Look through the listing below and count the lines holding "structure". Reply with the number alone.

Dataset content:
#####
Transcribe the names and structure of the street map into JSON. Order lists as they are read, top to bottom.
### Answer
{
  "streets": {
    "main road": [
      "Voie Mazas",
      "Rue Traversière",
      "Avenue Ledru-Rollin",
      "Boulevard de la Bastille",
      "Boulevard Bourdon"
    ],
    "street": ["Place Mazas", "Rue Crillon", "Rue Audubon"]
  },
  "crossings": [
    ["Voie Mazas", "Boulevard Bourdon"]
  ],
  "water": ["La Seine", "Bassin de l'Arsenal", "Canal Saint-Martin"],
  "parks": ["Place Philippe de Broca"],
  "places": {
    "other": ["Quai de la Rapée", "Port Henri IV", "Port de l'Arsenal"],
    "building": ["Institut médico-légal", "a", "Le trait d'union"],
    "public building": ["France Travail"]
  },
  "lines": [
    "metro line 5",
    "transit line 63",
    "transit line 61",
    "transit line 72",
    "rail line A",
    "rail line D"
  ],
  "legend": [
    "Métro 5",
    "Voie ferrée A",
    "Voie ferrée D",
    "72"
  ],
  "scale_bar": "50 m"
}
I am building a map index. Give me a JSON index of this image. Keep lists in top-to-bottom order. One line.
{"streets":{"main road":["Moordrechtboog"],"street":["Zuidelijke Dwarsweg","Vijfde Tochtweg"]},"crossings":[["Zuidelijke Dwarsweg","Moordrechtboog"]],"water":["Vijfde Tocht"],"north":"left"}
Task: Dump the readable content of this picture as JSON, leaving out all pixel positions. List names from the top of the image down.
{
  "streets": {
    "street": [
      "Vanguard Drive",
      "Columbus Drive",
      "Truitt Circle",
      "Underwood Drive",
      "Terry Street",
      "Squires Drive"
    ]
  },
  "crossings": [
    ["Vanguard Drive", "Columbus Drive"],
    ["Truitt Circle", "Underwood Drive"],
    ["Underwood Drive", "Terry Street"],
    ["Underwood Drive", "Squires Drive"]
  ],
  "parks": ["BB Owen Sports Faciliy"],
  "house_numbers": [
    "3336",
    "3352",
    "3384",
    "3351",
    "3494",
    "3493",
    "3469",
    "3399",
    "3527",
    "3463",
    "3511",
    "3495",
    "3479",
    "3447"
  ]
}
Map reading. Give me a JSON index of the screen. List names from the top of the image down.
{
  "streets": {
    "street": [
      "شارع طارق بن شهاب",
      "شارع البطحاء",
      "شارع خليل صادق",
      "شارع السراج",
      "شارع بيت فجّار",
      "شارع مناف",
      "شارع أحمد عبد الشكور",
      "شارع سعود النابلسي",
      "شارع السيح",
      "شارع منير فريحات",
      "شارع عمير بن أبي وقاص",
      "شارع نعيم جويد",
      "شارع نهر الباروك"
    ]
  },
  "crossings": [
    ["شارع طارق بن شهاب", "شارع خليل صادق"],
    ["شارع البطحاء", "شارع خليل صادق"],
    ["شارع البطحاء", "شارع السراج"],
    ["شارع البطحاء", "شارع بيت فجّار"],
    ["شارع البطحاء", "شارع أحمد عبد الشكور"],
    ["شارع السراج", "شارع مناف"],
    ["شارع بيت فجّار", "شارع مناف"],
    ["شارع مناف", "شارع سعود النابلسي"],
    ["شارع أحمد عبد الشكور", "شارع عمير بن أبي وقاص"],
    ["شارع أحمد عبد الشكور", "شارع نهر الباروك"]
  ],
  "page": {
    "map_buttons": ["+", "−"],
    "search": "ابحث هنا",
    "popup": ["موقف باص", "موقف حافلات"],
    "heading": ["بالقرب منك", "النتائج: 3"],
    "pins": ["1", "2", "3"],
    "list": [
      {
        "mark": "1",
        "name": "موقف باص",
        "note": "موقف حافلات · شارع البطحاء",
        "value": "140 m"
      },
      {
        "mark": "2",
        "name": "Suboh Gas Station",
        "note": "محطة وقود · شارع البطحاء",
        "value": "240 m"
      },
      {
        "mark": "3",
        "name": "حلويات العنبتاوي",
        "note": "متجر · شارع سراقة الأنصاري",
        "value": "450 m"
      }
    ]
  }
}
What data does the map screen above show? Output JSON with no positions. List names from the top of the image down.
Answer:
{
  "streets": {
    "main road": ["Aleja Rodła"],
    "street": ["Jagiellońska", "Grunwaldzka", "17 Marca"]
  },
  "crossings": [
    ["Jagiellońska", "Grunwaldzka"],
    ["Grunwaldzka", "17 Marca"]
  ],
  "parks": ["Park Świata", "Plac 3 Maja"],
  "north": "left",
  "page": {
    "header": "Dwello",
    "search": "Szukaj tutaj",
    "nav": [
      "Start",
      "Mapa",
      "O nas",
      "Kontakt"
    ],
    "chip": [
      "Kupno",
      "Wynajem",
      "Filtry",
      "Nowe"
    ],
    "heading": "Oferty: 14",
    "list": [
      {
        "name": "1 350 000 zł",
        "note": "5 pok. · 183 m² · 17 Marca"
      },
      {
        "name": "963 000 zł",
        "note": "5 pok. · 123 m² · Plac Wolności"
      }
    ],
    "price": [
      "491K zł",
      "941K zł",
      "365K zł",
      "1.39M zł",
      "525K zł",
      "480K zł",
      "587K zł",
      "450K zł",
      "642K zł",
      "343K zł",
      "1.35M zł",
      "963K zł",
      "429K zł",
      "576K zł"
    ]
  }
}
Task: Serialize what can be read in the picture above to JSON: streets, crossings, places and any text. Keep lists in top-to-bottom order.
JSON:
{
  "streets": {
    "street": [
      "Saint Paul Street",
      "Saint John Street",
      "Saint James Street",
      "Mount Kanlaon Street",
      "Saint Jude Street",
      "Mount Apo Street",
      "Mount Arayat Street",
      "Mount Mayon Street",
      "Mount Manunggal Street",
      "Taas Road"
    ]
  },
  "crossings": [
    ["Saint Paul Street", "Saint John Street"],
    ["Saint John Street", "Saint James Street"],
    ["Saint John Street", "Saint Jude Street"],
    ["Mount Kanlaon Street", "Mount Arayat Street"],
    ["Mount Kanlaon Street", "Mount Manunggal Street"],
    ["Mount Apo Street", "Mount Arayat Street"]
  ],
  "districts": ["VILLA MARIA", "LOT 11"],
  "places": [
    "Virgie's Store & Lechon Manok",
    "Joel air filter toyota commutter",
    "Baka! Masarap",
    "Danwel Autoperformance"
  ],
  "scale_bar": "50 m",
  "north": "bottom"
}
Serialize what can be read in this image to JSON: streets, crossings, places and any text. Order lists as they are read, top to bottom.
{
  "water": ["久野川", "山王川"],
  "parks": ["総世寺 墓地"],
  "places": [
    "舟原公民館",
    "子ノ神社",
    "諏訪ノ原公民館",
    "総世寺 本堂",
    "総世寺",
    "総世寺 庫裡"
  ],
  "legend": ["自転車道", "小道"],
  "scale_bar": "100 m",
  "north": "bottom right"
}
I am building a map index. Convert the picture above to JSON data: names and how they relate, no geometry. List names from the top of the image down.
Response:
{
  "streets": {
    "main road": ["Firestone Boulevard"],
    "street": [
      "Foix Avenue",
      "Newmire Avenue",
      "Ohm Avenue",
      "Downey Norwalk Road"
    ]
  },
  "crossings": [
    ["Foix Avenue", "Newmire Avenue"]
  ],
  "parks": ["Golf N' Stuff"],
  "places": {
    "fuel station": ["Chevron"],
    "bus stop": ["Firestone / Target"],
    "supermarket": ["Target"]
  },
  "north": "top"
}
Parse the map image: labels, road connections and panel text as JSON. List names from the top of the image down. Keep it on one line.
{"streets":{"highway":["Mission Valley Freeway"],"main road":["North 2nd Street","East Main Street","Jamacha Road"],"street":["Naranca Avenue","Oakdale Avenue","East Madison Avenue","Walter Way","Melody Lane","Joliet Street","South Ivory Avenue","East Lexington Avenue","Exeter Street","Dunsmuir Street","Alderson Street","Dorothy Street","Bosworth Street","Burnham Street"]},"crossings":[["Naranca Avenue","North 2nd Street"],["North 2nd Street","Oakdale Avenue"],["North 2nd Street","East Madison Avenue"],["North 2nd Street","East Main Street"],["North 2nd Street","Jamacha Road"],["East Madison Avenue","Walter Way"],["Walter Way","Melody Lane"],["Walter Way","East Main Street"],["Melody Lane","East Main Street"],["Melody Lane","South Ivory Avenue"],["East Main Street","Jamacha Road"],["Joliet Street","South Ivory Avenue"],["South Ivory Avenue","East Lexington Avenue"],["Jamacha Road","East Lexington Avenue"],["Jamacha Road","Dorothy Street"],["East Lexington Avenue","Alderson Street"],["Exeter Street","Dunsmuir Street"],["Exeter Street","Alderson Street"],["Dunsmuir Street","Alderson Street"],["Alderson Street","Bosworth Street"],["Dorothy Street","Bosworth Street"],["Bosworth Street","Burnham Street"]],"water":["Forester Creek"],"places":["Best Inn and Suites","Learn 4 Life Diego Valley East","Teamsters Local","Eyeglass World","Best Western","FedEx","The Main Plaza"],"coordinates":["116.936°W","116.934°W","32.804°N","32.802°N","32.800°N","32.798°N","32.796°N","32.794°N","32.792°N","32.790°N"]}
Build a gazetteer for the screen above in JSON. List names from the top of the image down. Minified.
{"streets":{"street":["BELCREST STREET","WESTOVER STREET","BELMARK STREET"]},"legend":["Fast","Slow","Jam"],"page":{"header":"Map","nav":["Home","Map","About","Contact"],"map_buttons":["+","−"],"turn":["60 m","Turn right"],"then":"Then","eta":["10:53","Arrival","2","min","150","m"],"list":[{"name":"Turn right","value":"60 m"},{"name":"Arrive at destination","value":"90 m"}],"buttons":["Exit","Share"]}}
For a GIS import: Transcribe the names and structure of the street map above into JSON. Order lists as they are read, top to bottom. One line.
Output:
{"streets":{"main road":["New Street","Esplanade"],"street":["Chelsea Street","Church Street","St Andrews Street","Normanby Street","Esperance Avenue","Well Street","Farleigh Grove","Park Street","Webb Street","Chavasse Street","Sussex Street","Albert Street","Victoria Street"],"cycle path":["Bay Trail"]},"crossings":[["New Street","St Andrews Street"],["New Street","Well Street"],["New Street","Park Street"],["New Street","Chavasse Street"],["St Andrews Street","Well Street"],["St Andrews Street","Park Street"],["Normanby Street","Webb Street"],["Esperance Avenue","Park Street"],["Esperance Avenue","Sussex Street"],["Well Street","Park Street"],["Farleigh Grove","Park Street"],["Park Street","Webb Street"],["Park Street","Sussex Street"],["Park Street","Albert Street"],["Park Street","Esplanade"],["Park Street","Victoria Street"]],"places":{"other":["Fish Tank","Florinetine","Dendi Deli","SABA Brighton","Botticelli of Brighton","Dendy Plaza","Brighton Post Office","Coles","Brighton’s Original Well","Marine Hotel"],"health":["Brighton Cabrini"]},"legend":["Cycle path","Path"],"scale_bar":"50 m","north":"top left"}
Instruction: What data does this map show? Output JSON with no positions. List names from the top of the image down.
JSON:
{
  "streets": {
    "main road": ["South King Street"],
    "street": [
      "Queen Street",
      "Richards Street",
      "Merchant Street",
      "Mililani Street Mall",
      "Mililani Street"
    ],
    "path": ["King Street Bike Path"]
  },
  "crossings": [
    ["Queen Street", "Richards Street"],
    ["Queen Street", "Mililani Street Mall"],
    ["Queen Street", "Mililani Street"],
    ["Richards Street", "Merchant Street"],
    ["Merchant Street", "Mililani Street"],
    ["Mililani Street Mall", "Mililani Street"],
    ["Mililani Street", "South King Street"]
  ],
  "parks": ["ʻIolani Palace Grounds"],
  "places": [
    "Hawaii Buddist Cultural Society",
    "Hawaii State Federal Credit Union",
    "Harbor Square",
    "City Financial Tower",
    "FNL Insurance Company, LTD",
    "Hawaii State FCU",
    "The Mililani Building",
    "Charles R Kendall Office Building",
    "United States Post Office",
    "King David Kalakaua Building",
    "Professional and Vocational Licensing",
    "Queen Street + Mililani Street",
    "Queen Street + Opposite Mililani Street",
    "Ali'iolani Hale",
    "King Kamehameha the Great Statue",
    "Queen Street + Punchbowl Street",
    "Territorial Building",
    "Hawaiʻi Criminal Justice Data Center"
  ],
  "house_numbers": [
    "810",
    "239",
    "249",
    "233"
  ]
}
#####
Result for this task:
2